14

I am having some troubles with MongoDB and space usage. In particular, I once used to have a large collection of about 600 million records totaling 110+ GB on disk. Recently I decided to drop it because the data was outdated, to do so I dropped the collection through rockmongo's web interface. Accordingly, rockmongo doesn't show me the collection anymore, however my disk usage hasn't changed at all.

Is there any clean operation which I am not aware of, which must be run in order to synchronize the database with database files on disk?

I have tried to perform a "repair" but the system complains that there's not enough space on disk ... that's because it is all used by MongoDB.

user9517
  • 114,104
  • 20
  • 206
  • 289
tunnuz
  • 427
  • 2
  • 5
  • 10

4 Answers4

21

As with most database systems, the database files does not shrink when you delete data, the data is just removed/marked as deleted, and the space is reused.

You'll need to run db.repairDatabase() to compact space as noted here

nos
  • 2,368
  • 3
  • 20
  • 24
  • 2
    Hard disk space was too low to do that. However I solved this way: `mongodump`, `oldDatabase.dropDatabase()`, `mongorestore --db newDatabase dump/oldDatabase`. – tunnuz May 12 '11 at 13:43
7

While the above mongodump/drop/mongorestore approach will work fine from a technical perspective, it will require you to take the database offline while you do so, which would be a service-affecting event.
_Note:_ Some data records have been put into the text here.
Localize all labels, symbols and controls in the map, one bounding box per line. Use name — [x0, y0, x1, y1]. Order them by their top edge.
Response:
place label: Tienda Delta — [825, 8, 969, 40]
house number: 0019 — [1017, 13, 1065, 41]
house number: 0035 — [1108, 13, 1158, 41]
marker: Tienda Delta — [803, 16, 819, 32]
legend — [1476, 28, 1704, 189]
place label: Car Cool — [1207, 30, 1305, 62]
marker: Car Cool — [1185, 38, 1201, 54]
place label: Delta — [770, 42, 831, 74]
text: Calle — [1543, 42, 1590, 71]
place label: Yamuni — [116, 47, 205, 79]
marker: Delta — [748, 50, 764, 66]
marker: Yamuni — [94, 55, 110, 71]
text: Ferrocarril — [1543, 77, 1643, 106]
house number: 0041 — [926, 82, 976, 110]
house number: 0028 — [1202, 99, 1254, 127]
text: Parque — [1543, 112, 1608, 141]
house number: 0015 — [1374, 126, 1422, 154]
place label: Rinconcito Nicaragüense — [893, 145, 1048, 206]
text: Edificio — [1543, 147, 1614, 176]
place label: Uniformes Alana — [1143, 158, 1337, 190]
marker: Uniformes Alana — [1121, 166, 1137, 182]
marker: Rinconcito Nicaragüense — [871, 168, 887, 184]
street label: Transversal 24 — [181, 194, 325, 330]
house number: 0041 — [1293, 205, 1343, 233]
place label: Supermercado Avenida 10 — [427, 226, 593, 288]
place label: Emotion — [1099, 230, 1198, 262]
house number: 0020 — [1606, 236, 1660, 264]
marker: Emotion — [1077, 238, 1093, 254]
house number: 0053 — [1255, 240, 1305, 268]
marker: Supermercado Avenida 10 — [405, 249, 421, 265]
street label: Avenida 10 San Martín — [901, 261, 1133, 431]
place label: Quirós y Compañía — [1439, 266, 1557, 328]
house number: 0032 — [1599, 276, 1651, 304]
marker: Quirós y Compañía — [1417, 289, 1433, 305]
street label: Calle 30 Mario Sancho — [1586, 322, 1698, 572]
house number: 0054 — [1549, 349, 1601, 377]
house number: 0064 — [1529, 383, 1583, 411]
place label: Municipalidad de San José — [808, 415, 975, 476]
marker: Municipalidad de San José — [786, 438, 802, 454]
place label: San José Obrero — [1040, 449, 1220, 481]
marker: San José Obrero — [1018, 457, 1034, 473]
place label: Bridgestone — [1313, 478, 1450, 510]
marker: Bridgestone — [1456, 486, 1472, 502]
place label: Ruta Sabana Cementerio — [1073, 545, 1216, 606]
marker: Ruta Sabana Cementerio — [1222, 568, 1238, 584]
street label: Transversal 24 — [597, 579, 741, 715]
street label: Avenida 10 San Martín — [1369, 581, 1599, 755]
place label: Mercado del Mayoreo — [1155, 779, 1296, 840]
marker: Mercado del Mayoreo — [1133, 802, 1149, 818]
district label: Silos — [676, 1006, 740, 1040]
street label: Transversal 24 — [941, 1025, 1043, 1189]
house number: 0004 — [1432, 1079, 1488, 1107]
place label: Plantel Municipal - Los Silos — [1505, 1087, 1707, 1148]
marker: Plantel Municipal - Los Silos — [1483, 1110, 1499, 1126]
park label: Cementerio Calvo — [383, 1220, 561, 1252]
If you would like do this without downtime AND if you are using MongoDB Replica Sets[1], you could do so like this:

  1. Select a member and stop the MongoDB there (service mongodb stop). If this was the PRIMARY, wait for another member to be elected the PRIMARY.
  2. Remove the data files on this member (cd /var/lib/mongodb; rm *).
  3. Restart MongoDB service again (service mongodb start).
  4. Wait for the member to resync to the PRIMARY (rs.status()).
  5. This will rebuild only the required (smaller) data files.

Then repeat the above steps for each of the other members in the Replica Set.

[1] https://docs.mongodb.org/manual/tutorial/deploy-replica-set)

James Mernin
  • 71
  • 1
  • 1
0

In order to reclaim disk in newer versions of MongoDB, rather than using repairDatabase you should use compact which rewrites and defragments all data and indexes in a collection.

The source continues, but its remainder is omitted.